What to work on: It would help if you retyped the data exactly, leaving out the pictures.

Provided data:
═══

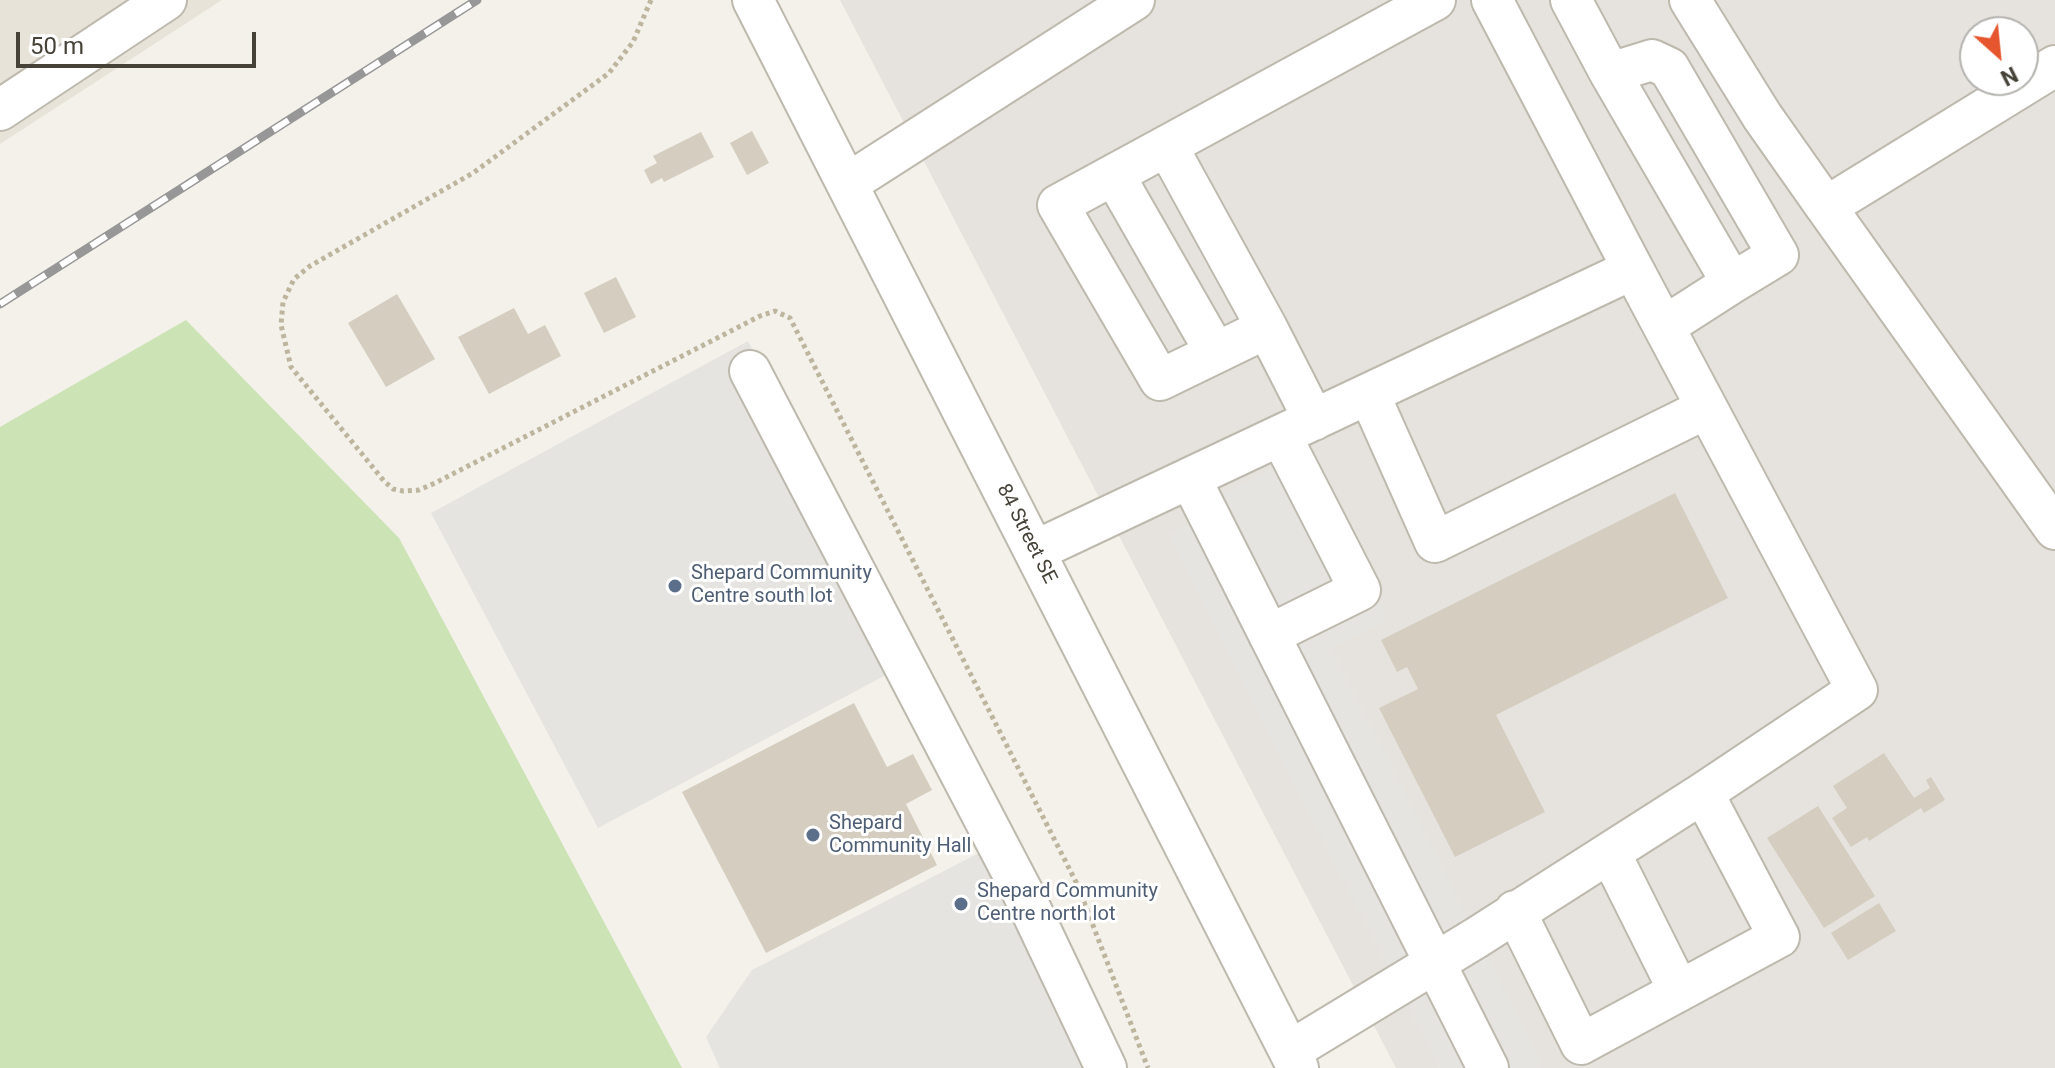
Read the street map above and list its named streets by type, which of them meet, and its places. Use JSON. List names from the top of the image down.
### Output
{
  "streets": {
    "street": ["84 Street SE"]
  },
  "places": ["Shepard Community Centre south lot", "Shepard Community Hall", "Shepard Community Centre north lot"],
  "scale_bar": "50 m",
  "north": "bottom right"
}
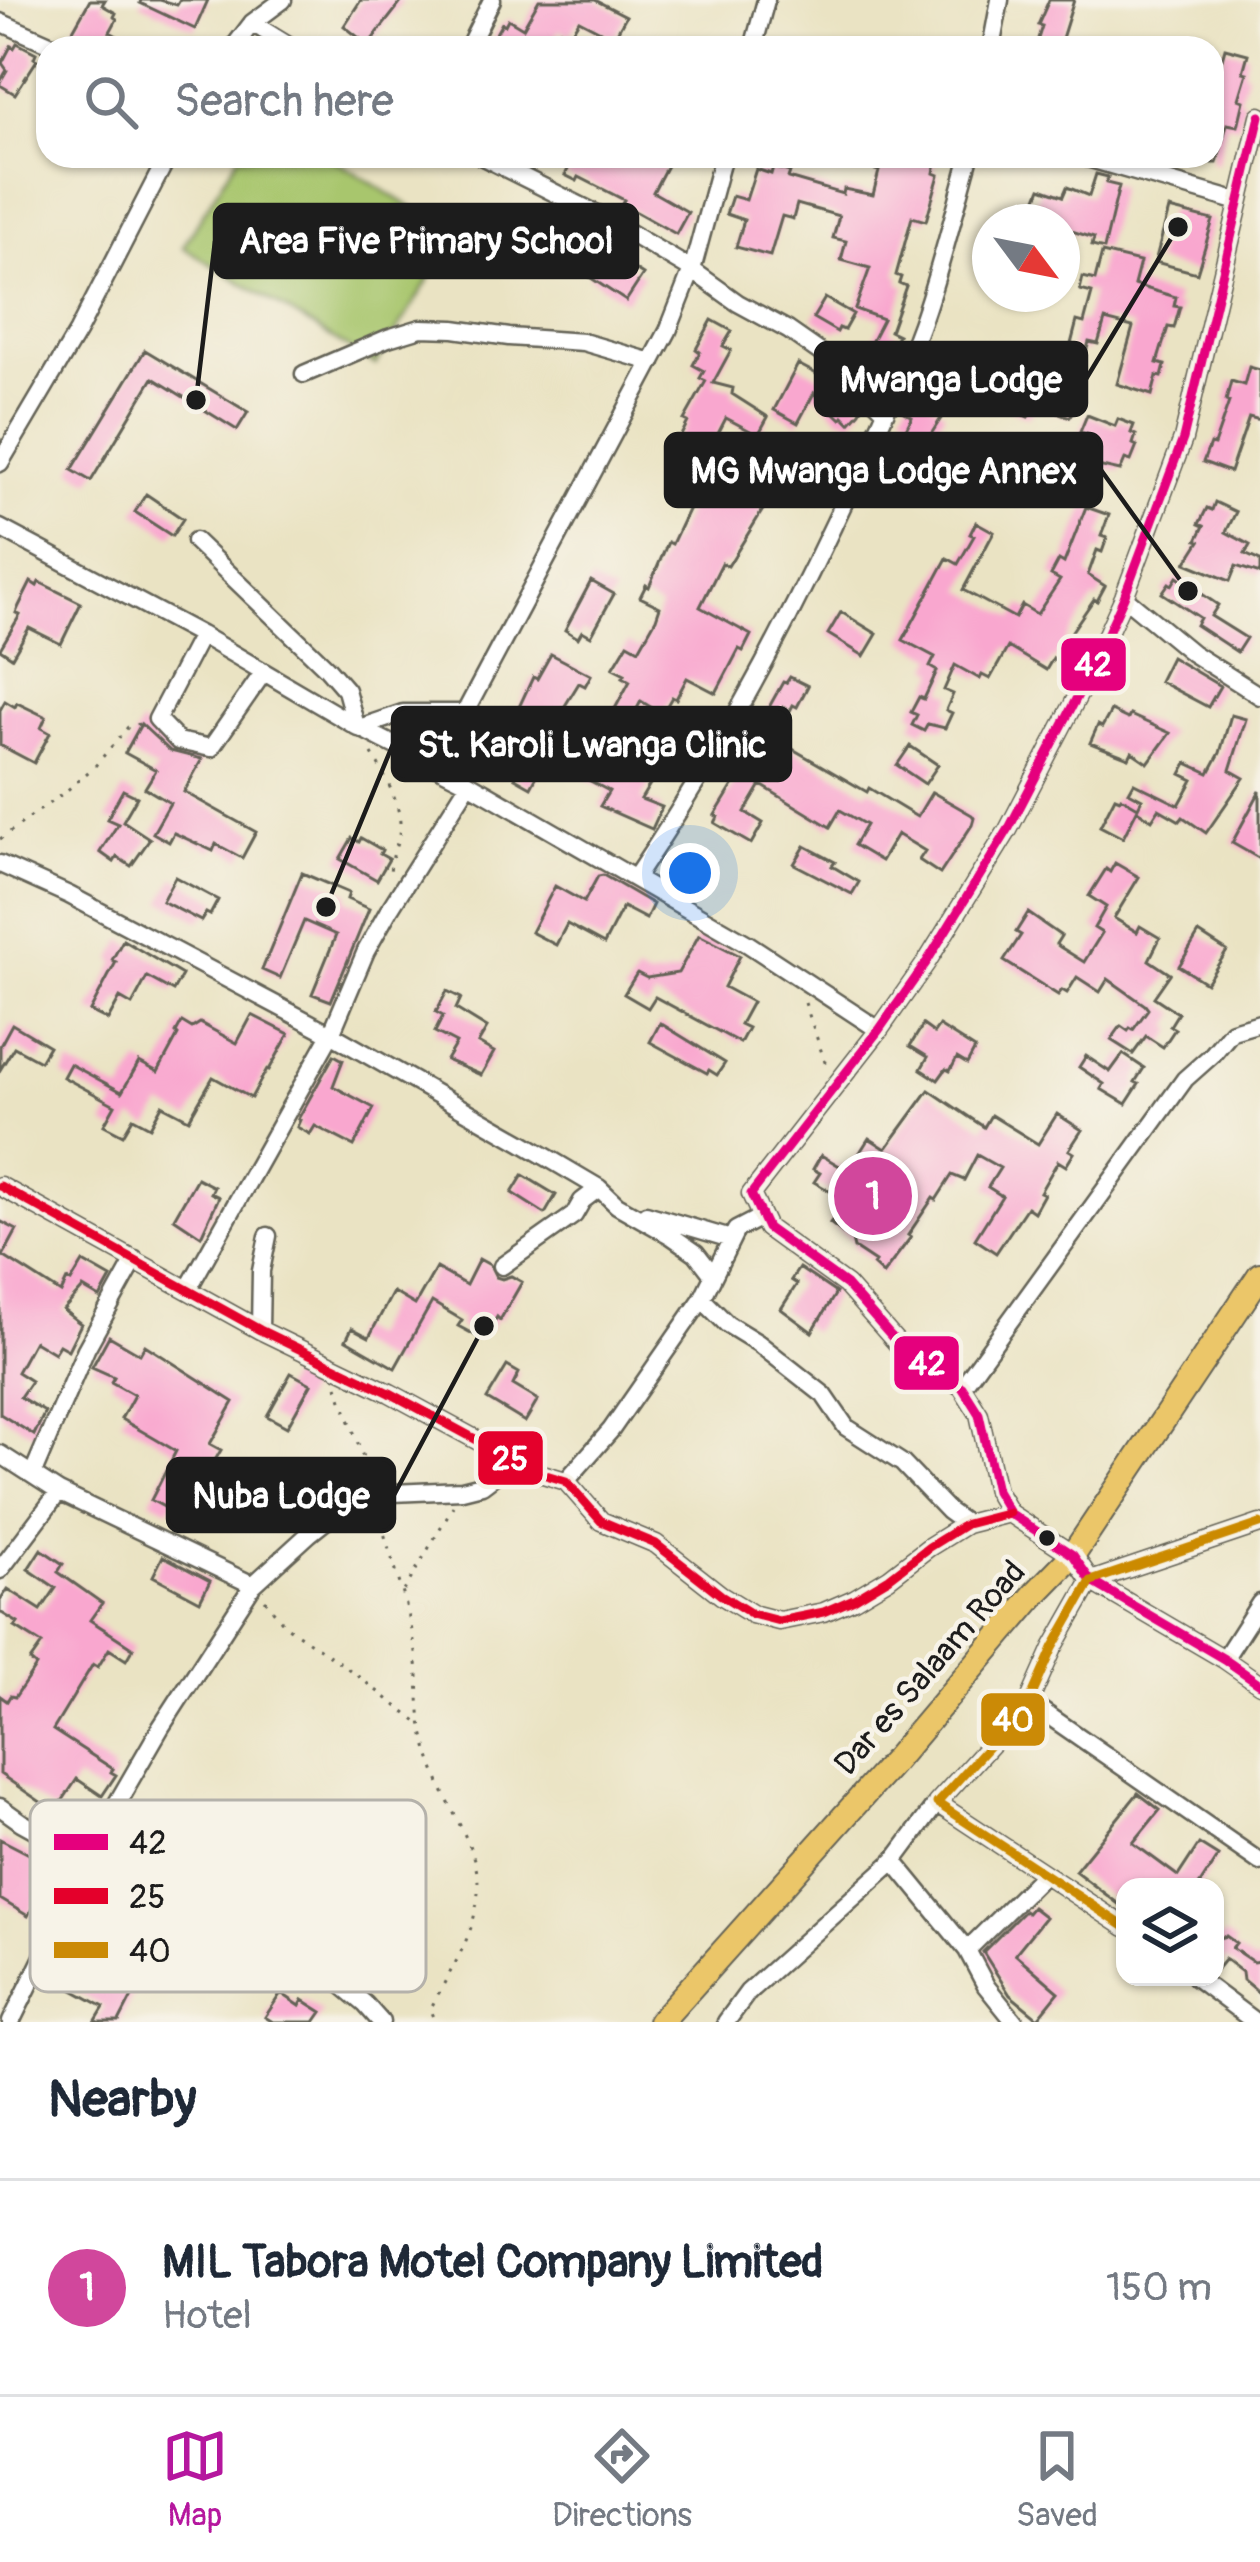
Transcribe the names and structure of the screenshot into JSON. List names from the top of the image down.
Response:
{
  "streets": {
    "highway": ["Dar es Salaam Road"]
  },
  "places": [
    "Mwanga Lodge",
    "Area Five Primary School",
    "MG Mwanga Lodge Annex",
    "St. Karoli Lwanga Clinic",
    "Nuba Lodge"
  ],
  "lines": ["transit line 42", "transit line 25", "transit line 40"],
  "legend": ["42", "25", "40"],
  "north": "bottom right",
  "page": {
    "search": "Search here",
    "pins": "1",
    "heading": "Nearby",
    "list": [
      {
        "mark": "1",
        "name": "MIL Tabora Motel Company Limited",
        "note": "Hotel",
        "value": "150 m"
      }
    ],
    "nav": ["Map", "Directions", "Saved"]
  }
}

═══

Result of the task:
Read the street map above and list its named streets by type, which of them meet, and its places. Use JSON. List names from the top of the image down.
### Output
{
  "streets": {
    "street": ["84 Street SE"]
  },
  "places": ["Shepard Community Centre south lot", "Shepard Community Hall", "Shepard Community Centre north lot"],
  "scale_bar": "50 m",
  "north": "bottom right"
}
Transcribe the names and structure of the screenshot into JSON. List names from the top of the image down.
Response:
{
  "streets": {
    "highway": ["Dar es Salaam Road"]
  },
  "places": [
    "Mwanga Lodge",
    "Area Five Primary School",
    "MG Mwanga Lodge Annex",
    "St. Karoli Lwanga Clinic",
    "Nuba Lodge"
  ],
  "lines": ["transit line 42", "transit line 25", "transit line 40"],
  "legend": ["42", "25", "40"],
  "north": "bottom right",
  "page": {
    "search": "Search here",
    "pins": "1",
    "heading": "Nearby",
    "list": [
      {
        "mark": "1",
        "name": "MIL Tabora Motel Company Limited",
        "note": "Hotel",
        "value": "150 m"
      }
    ],
    "nav": ["Map", "Directions", "Saved"]
  }
}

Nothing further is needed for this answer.